Wednesday, September 05, 2018

WACKY WEDNESDAY: Salute to Grace Slick and Her Radical Stage Apparel

Hers is the voice that launched a thousand trips.

Grace Slick, lead singer of the classic Jefferson Airplane line-up had the pipes. She had the looks. She had the intensity. And she had a great sense of humor and, now and then a crazy willingness to express political opinions through her clothes -- and in one case, make-up. This was obvious from the start of the Airplane's national popularity.

Grace will turn 79 next month. But from interviews with her I've read in recent years. she's still got the rock 'n' roll spirit -- even though she's been retired from music for years.

David Crosby, back in the daze, once dubbed Slick "The Chrome Nun." Maybe the video below could explain that.

Check out her sexy nun outfit on the band's June 1967 appearance on American bandstand. (A couple of Voodoo Rhythm artists, drummer Erica Toraldo of The Devils and Reverend Beat-Man's beautiful accomplice Nicole Izobel Garcia carry on that tradition today. (Also worth soaking in is America's Oldest Teenager talking about how San Francisco is "where it's at ...")
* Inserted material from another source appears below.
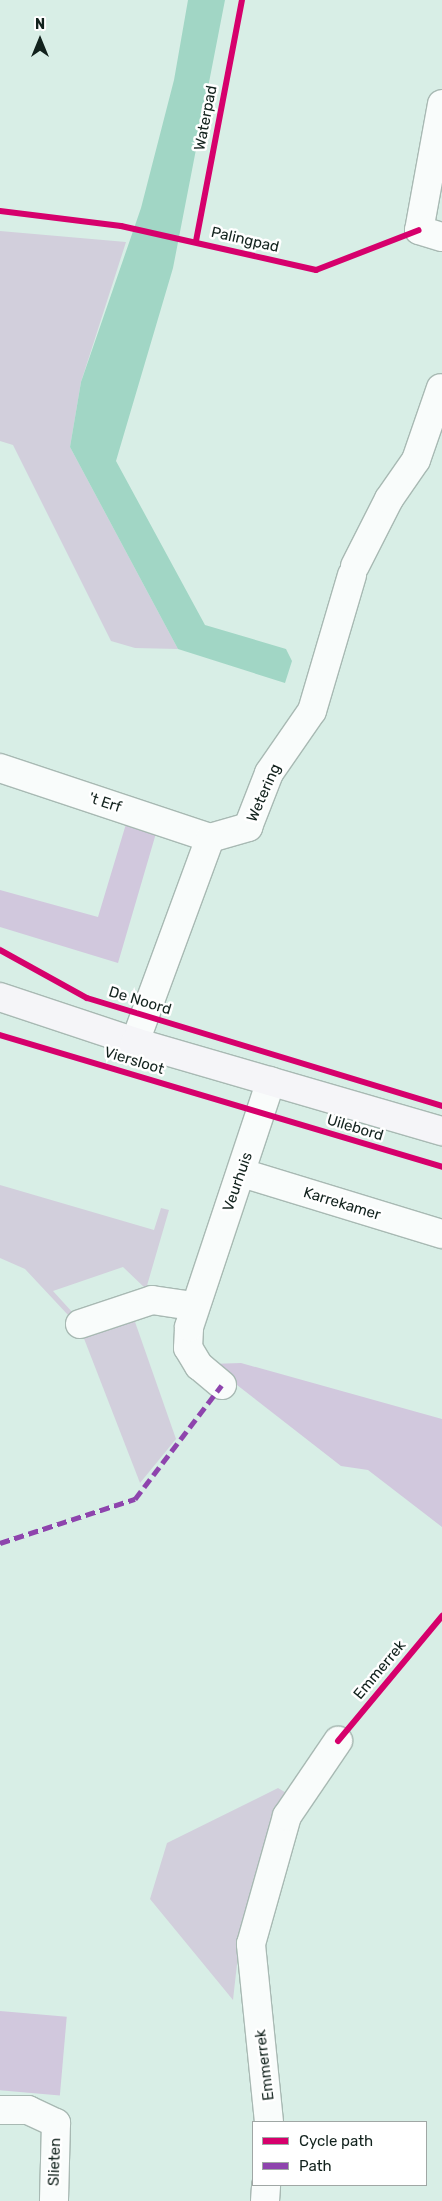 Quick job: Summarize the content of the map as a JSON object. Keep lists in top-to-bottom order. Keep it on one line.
{"streets":{"street":["Wetering","'t Erf","Viersloot","Uilebord","Veurhuis","Karrekamer","Emmerrek","Slieten"],"cycle path":["Waterpad","Palingpad","De Noord"]},"crossings":[["Wetering","'t Erf"],["Viersloot","Uilebord"],["Viersloot","Veurhuis"],["Uilebord","Veurhuis"],["Veurhuis","Karrekamer"]],"legend":["Cycle path","Path"],"north":"top"}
A little more than a year later, Grace appeared with The Airplane on The Smothers Brothers Comedy Hour.  She was in blackface, a move that Dangerous Minds called an "insane and mercifully short-lived" phase.

From Dangerous Minds: 

Slick maintained that the gesture was one of solidarity with either the Black Power Movement generally or Angela Davis specifically ... I can’t imagine how anyone could think that the intent of solidarity could possibly trump the massively offensive history of minstrelsy ineradicably attached to blackface performance. But it could have been just a blip if Slick hadn’t doubled down, appearing on the January 1969 cover of Teenset magazine in blackface. Giving a black power salute. (Irony abounds in that mag ...)

Is that why Tommy Smothers called her "Grace Sick"?

Yeah, blackface in retrospect was a dumb move.

Still, As Al Jolson might say, I'd walk a million miles for one of her smiles.

Finally, on Sept. 29, 2001, Slick appeared at a gig by The Jefferson Starship wearing a burqa. She creeps around the stage for a couple of minutes before taking it off, revealing some kind of American flag garment with the words "Fuck Fear"on the back.

"That outfit I had on is not about Islam, it's about oppression," she says about the burqa (at the 2:45 mark), right before singing "Wooden Ships" adding, "This flag is not about politics, it's about liberty."